Some other notes....
The combined value should be unique, so no matter what values you combine, you will always get a different result. That is, there are absolutely no conflicts. Or if that's not possible, perhaps an explanation why and a potential workaround.
The mathematical "set" containing all possible outputs can be composed of different amounts of components. That is to say, you might have the output/combined set containing [ 100, 200, 300, 400 ] but the input set is these 4 arrays: [ [ 1, 2, 3 ], [ 5 ], [ 91010, 132 ], [ 500, 600, 700 ] ]. That is, the input arrays can be of wildly different lengths and wildly different sized integers.
One way to accomplish this more generically is to just use a "separator" character, which makes it super easy. So it would be like 13105:705016:13. But this is cheating, I want it to only use the characters in the integer set (or perhaps the hex set, or some other arbitrary set, but for this case just the integer set or hex).
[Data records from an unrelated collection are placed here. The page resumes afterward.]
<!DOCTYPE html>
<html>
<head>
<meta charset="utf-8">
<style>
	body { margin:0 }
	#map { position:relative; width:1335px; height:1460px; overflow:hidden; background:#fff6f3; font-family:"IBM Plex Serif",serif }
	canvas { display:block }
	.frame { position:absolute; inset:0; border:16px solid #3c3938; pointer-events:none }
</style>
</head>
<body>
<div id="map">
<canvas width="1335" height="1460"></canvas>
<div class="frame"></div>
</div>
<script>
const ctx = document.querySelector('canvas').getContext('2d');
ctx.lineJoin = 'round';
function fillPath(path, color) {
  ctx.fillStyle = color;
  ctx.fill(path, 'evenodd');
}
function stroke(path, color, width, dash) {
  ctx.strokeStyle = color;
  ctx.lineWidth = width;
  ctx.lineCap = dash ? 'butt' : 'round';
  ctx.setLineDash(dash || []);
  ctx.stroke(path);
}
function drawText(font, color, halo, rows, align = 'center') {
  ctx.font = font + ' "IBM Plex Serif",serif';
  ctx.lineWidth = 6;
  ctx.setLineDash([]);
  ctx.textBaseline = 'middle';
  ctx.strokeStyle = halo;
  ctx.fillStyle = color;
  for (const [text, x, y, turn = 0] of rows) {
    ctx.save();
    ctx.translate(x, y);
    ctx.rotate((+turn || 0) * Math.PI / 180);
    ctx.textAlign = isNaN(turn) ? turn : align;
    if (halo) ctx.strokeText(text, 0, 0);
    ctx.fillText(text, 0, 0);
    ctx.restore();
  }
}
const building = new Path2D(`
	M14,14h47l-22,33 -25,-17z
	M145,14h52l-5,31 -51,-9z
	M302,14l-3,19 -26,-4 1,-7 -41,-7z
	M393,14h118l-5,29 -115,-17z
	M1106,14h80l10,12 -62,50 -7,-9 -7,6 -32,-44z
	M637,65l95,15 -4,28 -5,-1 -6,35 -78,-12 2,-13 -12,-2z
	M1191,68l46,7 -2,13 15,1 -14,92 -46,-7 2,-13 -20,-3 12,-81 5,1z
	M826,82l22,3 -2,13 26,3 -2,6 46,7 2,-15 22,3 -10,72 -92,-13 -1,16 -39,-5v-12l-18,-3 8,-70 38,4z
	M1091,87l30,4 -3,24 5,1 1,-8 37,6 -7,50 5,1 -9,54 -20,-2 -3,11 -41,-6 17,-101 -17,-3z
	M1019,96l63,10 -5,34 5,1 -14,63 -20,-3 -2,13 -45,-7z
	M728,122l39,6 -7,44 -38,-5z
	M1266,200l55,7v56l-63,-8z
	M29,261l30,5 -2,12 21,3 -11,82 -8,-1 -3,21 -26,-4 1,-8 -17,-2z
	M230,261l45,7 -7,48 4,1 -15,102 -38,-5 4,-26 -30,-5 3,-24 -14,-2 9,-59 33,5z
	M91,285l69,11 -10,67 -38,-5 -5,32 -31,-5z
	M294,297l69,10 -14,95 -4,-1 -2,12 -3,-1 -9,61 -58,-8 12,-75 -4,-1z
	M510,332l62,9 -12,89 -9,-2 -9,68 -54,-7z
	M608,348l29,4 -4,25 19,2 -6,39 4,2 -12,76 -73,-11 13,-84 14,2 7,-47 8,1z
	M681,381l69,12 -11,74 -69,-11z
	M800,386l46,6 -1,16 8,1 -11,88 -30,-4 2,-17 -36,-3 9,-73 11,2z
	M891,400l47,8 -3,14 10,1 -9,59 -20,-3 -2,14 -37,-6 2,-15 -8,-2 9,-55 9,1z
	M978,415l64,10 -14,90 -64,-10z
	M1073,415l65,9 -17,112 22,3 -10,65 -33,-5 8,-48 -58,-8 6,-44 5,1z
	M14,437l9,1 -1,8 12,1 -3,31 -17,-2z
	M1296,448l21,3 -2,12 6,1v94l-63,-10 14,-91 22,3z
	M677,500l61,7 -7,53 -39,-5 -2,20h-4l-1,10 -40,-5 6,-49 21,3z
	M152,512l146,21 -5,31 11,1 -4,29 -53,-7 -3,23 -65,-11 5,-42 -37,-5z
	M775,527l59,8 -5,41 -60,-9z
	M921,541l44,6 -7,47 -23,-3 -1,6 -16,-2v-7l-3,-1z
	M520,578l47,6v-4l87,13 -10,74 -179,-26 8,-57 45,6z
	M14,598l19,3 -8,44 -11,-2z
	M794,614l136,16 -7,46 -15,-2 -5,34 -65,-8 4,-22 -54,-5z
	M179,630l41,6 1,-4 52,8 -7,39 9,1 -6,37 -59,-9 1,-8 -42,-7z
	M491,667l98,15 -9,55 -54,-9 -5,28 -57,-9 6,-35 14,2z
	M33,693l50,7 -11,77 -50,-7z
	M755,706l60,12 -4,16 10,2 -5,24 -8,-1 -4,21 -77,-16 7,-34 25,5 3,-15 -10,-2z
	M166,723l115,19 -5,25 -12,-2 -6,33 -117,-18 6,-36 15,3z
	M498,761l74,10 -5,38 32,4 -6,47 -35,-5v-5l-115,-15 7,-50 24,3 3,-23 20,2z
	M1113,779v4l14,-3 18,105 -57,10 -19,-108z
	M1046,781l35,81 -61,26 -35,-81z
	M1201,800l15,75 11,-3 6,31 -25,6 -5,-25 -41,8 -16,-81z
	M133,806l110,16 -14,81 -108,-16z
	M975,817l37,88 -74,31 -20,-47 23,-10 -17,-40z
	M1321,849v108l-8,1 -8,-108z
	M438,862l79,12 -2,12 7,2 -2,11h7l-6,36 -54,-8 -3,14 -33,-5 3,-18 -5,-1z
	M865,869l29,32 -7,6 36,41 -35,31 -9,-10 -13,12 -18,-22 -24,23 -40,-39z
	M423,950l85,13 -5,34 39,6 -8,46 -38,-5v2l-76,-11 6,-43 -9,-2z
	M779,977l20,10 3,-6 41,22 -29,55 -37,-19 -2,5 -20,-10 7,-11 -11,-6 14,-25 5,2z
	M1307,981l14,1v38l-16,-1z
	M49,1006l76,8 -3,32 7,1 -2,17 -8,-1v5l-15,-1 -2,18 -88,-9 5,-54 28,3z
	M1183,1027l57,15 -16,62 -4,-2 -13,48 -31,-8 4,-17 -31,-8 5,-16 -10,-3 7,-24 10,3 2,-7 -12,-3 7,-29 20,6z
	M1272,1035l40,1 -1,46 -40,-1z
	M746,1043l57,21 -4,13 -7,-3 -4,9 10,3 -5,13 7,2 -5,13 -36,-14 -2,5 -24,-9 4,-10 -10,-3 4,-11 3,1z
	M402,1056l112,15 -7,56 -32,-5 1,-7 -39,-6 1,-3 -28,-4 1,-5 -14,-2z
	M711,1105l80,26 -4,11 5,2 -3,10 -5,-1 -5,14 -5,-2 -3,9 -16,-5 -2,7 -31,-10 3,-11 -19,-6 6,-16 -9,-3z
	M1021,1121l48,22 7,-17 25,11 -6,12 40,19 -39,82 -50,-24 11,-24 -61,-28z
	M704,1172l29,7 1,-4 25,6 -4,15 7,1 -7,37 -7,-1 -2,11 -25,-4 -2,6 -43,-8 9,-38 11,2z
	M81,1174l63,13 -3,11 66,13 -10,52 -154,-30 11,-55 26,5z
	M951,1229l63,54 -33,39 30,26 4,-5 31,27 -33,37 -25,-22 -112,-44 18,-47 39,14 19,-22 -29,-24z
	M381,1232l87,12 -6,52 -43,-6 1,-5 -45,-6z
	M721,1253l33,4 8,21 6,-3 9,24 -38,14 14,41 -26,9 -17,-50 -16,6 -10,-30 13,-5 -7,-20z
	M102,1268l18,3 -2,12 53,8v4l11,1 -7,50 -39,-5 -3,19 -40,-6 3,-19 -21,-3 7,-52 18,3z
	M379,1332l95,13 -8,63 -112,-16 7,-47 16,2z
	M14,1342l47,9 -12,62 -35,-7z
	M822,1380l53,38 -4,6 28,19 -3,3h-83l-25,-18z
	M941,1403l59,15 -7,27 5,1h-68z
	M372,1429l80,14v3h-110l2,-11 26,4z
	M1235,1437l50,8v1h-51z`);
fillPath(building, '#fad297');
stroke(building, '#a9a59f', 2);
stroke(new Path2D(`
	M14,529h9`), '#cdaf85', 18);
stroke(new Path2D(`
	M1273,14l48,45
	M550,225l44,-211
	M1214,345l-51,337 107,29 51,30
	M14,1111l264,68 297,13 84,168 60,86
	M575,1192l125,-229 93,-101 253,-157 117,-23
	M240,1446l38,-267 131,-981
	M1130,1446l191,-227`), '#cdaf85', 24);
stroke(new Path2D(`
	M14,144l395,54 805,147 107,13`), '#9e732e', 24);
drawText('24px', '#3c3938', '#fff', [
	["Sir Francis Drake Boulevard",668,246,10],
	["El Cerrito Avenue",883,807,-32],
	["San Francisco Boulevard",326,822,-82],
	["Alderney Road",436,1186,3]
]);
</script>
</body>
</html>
Another idea for a potential way to accomplish this is to somehow hide a separator in there by doing some hashing or permutation jiu jitsu so that [ 13105, 705016, 13 ] becomes some integer-looking thing like 95918155193915183, where 155 and 5 are some separator like interpolator values based on the preceding input or some other tricks. A simpler approach to this would be like saying "anything following three zeroes 000 like 410001414 means it's a new integer. So basically 000 is a separator. But this specifically is ugly and brittle. Maybe it could get more tricky and work though, like "if the value is odd and followed by a multiple of 3 of itself, then it's a separator" sort of thing. But I can see that also having brittle edge cases.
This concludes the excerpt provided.